**** INFORMATION GIVEN ****
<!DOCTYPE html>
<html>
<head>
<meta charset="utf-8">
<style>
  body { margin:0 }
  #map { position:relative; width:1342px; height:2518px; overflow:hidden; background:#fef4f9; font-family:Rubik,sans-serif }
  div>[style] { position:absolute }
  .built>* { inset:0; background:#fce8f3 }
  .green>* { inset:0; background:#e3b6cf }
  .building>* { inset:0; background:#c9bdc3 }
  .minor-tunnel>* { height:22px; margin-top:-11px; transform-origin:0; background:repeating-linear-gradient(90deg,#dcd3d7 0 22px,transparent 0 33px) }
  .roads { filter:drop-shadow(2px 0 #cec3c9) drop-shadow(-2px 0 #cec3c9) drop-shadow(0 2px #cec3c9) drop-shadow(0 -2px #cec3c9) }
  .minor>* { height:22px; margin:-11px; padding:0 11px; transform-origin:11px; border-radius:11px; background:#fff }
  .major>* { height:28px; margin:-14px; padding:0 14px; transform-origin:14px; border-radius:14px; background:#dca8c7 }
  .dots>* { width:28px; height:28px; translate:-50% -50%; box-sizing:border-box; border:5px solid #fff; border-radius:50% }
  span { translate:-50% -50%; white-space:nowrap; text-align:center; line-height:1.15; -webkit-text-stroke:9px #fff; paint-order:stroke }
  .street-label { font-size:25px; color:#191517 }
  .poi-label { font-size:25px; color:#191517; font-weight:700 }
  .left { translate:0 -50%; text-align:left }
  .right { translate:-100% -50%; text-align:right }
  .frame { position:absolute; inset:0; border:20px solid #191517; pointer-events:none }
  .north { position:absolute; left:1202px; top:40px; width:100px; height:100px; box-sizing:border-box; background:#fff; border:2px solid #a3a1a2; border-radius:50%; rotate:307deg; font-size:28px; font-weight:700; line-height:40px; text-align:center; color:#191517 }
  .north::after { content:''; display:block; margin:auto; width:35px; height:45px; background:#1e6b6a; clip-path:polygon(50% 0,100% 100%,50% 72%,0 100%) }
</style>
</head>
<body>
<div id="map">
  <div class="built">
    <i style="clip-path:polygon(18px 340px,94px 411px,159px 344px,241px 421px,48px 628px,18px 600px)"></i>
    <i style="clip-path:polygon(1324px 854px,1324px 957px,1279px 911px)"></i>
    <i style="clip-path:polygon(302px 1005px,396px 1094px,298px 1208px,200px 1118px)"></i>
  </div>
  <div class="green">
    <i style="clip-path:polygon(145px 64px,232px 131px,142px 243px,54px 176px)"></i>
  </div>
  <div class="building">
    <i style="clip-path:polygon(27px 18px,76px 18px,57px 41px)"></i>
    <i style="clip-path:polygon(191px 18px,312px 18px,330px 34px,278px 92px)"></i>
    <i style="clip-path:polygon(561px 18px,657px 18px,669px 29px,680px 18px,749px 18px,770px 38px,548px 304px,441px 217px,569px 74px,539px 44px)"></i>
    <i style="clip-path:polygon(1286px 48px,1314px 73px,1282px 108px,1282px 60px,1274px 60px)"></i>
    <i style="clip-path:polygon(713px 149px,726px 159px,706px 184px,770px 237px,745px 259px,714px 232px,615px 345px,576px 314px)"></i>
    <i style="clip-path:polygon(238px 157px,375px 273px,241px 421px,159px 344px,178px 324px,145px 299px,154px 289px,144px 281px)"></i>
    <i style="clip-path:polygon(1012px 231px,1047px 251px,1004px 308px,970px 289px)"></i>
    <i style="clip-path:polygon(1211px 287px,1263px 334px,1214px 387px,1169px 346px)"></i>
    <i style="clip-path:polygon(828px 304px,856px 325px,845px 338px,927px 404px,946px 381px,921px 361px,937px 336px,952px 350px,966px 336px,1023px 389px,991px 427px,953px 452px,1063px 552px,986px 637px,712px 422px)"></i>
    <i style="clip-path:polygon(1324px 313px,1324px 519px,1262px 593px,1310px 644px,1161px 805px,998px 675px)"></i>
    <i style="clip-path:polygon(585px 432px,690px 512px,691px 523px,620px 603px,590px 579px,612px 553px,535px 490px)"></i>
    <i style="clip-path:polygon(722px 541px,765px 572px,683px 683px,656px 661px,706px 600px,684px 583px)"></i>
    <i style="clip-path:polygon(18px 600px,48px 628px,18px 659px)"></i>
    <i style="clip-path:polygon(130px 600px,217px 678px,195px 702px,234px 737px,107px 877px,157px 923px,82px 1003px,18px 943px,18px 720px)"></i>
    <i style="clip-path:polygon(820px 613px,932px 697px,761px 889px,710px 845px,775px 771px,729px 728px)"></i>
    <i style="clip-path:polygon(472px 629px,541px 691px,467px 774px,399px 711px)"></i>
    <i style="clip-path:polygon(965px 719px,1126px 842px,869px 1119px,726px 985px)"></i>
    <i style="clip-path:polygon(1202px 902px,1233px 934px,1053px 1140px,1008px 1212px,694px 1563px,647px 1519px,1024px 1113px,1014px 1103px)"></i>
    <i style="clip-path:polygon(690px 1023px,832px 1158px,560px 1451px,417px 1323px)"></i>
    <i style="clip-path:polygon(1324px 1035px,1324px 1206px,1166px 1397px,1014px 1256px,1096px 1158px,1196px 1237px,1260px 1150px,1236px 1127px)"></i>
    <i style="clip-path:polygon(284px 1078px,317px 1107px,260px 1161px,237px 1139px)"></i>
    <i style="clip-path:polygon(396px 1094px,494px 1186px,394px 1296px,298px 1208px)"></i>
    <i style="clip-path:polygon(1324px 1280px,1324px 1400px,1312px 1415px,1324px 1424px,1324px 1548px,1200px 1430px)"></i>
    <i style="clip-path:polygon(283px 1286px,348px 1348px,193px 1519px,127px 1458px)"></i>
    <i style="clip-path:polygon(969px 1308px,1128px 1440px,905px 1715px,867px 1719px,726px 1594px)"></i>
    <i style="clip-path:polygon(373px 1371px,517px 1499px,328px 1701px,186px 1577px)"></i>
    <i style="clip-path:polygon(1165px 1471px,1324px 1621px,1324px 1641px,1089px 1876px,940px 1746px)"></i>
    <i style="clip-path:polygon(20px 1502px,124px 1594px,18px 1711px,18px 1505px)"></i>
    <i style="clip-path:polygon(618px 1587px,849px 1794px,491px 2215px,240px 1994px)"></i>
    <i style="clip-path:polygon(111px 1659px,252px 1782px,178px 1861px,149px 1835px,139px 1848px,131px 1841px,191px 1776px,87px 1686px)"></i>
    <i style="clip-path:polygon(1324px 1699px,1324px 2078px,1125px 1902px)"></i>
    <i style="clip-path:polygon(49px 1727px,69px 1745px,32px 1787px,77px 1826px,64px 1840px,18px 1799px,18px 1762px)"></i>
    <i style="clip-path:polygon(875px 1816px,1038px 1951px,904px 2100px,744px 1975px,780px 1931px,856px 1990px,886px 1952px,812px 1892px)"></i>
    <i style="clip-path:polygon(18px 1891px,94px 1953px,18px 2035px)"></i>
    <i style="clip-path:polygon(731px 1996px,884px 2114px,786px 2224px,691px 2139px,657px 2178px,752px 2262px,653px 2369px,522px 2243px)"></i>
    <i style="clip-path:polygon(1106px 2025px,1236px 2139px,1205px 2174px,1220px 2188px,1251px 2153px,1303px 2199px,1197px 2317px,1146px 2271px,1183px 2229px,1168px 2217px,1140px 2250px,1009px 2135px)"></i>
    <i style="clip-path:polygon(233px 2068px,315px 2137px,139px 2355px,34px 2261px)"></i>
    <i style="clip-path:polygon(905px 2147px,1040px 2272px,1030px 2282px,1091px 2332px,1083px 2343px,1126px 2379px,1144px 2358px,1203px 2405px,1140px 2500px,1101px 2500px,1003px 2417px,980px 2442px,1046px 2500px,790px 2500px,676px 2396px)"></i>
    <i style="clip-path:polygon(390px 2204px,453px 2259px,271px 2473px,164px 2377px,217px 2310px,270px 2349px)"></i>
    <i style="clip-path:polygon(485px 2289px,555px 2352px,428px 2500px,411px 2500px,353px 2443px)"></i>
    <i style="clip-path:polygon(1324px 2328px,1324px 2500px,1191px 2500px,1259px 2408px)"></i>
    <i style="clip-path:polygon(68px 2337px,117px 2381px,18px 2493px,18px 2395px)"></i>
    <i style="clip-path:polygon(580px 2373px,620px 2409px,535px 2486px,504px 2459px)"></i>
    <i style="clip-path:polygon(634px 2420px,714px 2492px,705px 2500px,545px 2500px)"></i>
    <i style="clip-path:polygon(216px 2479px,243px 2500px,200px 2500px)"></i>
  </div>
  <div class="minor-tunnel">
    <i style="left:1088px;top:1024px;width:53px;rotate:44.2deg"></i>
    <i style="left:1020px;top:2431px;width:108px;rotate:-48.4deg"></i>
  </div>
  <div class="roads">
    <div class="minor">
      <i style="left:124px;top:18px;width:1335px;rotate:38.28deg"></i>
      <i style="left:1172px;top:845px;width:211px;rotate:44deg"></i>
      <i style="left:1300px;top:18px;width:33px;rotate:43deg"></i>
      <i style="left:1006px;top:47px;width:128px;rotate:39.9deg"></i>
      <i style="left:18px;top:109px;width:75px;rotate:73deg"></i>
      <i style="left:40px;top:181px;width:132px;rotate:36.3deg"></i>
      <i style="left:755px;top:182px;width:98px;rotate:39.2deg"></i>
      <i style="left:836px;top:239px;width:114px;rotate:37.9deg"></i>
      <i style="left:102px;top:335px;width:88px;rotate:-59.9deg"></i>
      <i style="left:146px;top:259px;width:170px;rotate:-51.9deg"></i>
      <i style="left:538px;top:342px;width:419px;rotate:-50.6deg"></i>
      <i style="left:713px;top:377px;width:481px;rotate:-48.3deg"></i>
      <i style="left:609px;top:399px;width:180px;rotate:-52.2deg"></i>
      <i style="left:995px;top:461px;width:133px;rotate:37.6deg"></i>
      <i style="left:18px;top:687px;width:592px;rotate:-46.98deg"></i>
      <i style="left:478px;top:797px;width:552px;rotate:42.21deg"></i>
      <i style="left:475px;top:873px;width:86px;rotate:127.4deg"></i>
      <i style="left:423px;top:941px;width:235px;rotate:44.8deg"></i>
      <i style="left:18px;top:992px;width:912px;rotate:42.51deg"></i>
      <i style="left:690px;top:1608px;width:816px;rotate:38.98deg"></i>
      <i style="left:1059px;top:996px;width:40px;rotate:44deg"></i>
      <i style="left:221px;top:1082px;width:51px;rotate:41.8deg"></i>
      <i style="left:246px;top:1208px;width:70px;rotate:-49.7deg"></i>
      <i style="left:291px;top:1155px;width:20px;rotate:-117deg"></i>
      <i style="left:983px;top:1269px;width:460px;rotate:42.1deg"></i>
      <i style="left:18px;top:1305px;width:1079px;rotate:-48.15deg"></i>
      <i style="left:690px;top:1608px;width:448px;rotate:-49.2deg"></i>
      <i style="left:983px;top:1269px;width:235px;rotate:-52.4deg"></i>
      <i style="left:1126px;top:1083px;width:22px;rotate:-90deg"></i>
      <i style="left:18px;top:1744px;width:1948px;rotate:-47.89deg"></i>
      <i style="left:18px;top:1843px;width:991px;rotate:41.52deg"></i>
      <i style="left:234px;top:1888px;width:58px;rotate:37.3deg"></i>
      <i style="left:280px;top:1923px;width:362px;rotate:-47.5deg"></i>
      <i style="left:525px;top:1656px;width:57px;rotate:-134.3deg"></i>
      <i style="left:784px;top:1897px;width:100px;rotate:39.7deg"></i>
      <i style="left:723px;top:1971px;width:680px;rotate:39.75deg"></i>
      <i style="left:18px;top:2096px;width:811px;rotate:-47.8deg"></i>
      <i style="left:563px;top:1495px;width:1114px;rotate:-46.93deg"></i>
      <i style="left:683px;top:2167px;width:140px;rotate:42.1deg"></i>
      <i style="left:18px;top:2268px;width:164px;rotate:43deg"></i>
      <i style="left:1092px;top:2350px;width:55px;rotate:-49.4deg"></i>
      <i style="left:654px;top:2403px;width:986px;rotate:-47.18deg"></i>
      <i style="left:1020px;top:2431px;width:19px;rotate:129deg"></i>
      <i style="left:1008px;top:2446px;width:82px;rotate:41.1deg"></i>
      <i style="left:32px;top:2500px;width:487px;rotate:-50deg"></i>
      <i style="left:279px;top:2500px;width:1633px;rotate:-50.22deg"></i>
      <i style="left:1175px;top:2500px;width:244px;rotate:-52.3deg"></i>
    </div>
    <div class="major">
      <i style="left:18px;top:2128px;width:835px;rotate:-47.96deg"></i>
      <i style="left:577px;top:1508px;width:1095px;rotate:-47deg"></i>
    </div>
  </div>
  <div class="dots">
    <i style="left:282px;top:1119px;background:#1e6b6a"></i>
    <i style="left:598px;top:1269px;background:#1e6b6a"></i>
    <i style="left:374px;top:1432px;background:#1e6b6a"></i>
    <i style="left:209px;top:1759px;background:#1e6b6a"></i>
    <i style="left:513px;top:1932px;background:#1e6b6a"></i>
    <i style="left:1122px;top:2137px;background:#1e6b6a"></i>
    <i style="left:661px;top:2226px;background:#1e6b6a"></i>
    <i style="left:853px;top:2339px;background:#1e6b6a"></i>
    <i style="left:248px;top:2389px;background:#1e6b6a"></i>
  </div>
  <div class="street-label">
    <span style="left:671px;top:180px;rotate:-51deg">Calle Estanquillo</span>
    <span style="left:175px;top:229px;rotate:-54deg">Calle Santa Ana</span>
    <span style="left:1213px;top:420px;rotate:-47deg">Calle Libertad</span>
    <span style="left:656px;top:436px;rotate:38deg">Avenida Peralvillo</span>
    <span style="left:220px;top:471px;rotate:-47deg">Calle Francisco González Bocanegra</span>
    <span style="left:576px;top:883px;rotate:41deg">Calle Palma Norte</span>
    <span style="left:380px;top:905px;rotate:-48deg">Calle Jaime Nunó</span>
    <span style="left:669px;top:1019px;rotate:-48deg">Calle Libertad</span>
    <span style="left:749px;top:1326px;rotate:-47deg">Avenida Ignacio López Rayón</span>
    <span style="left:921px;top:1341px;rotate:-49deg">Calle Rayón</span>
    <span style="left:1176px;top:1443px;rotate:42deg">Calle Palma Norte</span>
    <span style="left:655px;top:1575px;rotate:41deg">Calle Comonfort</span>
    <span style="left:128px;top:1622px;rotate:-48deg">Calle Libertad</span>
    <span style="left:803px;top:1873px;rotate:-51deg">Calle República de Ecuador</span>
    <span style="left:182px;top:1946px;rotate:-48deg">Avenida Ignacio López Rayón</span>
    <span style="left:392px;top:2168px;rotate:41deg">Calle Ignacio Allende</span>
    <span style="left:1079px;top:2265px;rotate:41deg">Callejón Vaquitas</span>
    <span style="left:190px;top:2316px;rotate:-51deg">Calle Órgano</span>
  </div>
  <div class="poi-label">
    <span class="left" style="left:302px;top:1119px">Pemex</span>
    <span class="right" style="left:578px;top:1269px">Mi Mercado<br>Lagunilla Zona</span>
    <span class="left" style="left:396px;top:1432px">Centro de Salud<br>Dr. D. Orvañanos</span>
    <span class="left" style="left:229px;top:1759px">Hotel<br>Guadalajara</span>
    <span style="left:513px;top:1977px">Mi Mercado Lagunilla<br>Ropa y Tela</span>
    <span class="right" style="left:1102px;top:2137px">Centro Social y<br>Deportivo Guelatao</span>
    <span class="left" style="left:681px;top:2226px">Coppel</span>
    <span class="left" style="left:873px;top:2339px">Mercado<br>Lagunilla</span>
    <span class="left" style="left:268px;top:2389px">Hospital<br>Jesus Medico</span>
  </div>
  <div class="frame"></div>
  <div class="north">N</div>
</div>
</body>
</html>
****
EXERCISE -
In the listing above, find the line with "position:relative; width:1342px; height:2518px;" and the line with "width:28px; height:28px; translate:-50%", then print exactly those two lines and every line between them, and nothing more.

YOUR SOLUTION -
  #map { position:relative; width:1342px; height:2518px; overflow:hidden; background:#fef4f9; font-family:Rubik,sans-serif }
  div>[style] { position:absolute }
  .built>* { inset:0; background:#fce8f3 }
  .green>* { inset:0; background:#e3b6cf }
  .building>* { inset:0; background:#c9bdc3 }
  .minor-tunnel>* { height:22px; margin-top:-11px; transform-origin:0; background:repeating-linear-gradient(90deg,#dcd3d7 0 22px,transparent 0 33px) }
  .roads { filter:drop-shadow(2px 0 #cec3c9) drop-shadow(-2px 0 #cec3c9) drop-shadow(0 2px #cec3c9) drop-shadow(0 -2px #cec3c9) }
  .minor>* { height:22px; margin:-11px; padding:0 11px; transform-origin:11px; border-radius:11px; background:#fff }
  .major>* { height:28px; margin:-14px; padding:0 14px; transform-origin:14px; border-radius:14px; background:#dca8c7 }
  .dots>* { width:28px; height:28px; translate:-50% -50%; box-sizing:border-box; border:5px solid #fff; border-radius:50% }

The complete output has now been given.